Barrick recently became the first Canadian mining company to sign up to the Voluntary Principles on Security and Human Rights, an international set of guidelines for extractive industries, which oblige it to investigate and report any credible information about human-rights abuses at its workplaces.

At Barrick’s controversial North Mara gold mine in Tanzania, investigators have interviewed about 10 women who allege that they were arrested at the mine site and sexually assaulted by company security guards or Tanzanian police over the past several years.

The allegations were discovered in the course of a review into a separate human-rights issue at the mine. A preliminary investigation by Barrick’s subsidiary, African Barrick Gold, found that the allegations were credible.

African Barrick has sent in a team of independent investigators, headed by a former Australian police detective, to gather evidence in the case. The company has also given the evidence to the Tanzanian police, who have promised their own high-level investigation. The company says it is insisting on a full police investigation.

In most or all of the cases, the women told the investigators that they were taken to holding cells and coerced into sex by police and security guards, who threatened them with imprisonment if they refused.

In a statement to The Globe and Mail yesterday, Barrick said the allegations were “highly disturbing” and will be fully investigated and publicly reported. It also pledged to dismiss any employee involved in human-rights violations, or any employee who has knowledge of human-rights abuses and fails to report them.

“Barrick is deeply distressed by the evidence that has emerged,” the company said.
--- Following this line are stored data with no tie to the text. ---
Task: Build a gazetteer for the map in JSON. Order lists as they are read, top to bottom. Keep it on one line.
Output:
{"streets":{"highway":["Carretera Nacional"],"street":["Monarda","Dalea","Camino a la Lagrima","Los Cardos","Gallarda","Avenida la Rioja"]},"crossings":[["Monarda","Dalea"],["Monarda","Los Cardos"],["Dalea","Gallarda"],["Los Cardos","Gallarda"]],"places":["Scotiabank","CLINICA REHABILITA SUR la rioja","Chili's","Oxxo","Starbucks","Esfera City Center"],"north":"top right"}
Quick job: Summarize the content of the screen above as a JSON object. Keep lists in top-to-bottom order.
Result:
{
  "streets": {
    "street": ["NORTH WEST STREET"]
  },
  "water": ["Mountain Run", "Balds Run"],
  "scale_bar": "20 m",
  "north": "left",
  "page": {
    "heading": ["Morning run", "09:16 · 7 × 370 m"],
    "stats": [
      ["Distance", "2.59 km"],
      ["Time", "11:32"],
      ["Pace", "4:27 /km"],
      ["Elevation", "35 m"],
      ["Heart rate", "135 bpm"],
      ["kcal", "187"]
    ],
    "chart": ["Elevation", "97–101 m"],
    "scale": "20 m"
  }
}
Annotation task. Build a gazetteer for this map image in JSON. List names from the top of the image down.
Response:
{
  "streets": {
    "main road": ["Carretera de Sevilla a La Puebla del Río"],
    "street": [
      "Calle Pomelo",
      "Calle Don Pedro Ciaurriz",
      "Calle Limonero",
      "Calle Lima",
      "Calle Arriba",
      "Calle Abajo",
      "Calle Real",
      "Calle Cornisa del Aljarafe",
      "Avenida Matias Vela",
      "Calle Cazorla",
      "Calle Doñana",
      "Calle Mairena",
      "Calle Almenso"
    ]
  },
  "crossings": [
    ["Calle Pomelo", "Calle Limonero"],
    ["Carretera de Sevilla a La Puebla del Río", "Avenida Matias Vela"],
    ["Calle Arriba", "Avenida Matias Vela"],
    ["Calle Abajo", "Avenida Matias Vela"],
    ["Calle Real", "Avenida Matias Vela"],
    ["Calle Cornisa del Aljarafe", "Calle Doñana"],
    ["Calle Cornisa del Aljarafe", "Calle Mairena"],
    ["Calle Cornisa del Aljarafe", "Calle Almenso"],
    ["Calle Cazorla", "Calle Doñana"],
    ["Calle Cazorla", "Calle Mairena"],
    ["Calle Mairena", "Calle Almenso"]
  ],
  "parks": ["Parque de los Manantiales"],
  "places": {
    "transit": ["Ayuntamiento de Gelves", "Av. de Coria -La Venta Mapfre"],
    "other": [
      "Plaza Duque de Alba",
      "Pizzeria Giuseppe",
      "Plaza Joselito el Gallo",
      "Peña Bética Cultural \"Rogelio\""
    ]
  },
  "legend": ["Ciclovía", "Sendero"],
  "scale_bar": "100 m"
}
“These deplorable crimes, if confirmed, are neither acceptable nor excusable. They send a clear message to us that we have not met the promises we have made to the community, and to ourselves, to pursue responsible mining in every location where we and our affiliates operate. We can, and will, do more.”

For years, thousands of impoverished villagers around North Mara have routinely invaded the mine to grab rocks from its waste heaps, which can be processed into tiny bits of gold. There are daily confrontations between the invaders and the mine’s security guards, usually reinforced by Tanzanian police.